February 11, 2016

The Rude Talk of the Presidential Campaign, Part the Millionth

Back in the day, from Eliabeth Warren's perspective, Hillary Clinton's work on the bankruptcy bill amounted to little more than putting lipstick on a pig, if by pig we mean the voracious capitalist financiers behind the measure, for the bankruptcy bill as a whole gutted the very protections bankruptcy is meant to offer to specific classes of the insolvent, particularly holders of credit card debt and student loans. It was to institutionalize a condition of debt penury on vast numbers of Americans instead of offering them the clean slate bankruptcy had always ostensibly been intended to provide.

“While this amendment may have provided some political cover, it offers virtually no financial help to single mothers, since the overwhelming majority of ex-husbands don’t pay any distributions during bankruptcy,” the endnotes read. “Of far more importance was the fact that the bill would permit credit card companies to compete with women after bankruptcy for their ex-husbands’ limited income, and this provision remained unchanged in the 1998 and 2001 versions of the bill.

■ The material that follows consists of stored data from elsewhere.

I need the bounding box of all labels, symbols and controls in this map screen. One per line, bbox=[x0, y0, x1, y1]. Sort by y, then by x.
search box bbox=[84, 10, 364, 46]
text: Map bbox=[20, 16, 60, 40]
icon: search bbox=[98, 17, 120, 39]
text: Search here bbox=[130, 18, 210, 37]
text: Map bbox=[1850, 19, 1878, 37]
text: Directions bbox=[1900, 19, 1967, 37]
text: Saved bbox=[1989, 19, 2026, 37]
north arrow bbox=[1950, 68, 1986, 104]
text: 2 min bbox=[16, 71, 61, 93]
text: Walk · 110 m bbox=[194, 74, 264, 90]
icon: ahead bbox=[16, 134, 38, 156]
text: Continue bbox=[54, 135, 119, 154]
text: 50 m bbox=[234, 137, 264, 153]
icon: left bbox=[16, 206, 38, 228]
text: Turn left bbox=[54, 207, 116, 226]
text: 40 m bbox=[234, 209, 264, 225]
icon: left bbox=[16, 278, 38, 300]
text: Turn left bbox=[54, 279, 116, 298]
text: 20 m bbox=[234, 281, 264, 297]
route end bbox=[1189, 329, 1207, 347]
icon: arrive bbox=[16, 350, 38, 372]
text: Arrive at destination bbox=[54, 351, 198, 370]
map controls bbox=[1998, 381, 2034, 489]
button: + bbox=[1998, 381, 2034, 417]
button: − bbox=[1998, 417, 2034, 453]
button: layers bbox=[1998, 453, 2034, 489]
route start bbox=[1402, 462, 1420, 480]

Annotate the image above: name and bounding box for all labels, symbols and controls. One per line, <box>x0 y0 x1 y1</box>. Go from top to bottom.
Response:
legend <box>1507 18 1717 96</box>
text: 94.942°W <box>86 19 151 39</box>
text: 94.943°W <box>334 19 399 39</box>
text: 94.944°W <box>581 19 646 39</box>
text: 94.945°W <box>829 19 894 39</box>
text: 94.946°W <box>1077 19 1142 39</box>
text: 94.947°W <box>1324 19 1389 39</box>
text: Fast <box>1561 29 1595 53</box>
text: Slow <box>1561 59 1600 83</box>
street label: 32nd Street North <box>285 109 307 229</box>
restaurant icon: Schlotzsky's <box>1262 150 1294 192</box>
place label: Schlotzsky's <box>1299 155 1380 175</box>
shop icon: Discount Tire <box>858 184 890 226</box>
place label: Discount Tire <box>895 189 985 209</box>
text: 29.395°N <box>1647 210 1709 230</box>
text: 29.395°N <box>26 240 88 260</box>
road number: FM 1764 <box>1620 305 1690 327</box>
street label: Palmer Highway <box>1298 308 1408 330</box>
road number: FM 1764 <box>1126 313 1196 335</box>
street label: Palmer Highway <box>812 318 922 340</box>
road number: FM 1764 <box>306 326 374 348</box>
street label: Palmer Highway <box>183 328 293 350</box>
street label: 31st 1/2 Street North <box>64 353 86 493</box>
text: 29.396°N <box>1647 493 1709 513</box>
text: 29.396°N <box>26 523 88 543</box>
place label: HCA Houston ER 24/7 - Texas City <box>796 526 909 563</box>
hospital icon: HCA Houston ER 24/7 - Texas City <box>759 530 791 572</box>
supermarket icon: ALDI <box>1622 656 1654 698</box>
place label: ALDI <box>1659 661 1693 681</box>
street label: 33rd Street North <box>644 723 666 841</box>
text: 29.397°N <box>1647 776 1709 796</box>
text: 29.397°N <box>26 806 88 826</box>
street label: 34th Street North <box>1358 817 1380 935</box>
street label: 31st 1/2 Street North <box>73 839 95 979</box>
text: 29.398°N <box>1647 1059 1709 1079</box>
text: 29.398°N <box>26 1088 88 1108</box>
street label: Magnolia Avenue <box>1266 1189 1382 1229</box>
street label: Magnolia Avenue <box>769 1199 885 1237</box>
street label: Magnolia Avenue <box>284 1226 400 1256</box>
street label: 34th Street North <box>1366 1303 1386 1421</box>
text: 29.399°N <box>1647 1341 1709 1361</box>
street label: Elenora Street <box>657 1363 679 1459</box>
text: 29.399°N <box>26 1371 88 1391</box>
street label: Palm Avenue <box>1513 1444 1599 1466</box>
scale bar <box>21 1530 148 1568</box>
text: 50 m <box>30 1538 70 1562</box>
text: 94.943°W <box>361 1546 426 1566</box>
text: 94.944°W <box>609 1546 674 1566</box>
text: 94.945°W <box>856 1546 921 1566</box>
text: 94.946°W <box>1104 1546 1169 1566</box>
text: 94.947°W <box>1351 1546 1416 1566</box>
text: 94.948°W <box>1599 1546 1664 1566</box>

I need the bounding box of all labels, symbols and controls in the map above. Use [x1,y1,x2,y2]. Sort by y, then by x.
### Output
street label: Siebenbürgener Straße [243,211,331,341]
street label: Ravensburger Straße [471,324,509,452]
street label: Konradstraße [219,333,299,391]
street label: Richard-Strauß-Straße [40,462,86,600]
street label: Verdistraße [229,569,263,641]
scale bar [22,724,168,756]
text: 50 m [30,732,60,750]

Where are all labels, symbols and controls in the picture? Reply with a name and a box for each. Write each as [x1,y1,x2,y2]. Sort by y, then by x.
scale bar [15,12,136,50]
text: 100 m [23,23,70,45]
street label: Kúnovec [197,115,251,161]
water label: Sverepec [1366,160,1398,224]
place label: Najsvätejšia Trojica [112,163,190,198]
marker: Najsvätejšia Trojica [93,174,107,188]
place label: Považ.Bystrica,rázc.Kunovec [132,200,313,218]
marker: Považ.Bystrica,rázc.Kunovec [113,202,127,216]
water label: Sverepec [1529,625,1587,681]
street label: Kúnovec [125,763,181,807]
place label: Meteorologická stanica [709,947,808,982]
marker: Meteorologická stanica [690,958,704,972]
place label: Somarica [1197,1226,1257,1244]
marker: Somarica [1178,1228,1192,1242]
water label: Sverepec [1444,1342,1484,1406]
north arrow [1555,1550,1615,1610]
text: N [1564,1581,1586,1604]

Senator Clinton claimed that the bill improved circumstances for single mothers, but her view was not shared by any women’s groups or consumer groups,” said Warren.

It would seem Clinton was offering up an attractive yet basically meaningless amendment in exchange for support of a bill no conceivable Democrat before the time of Bill Clinton, the first post-modern Democrat, would have thought of voting for. Ever.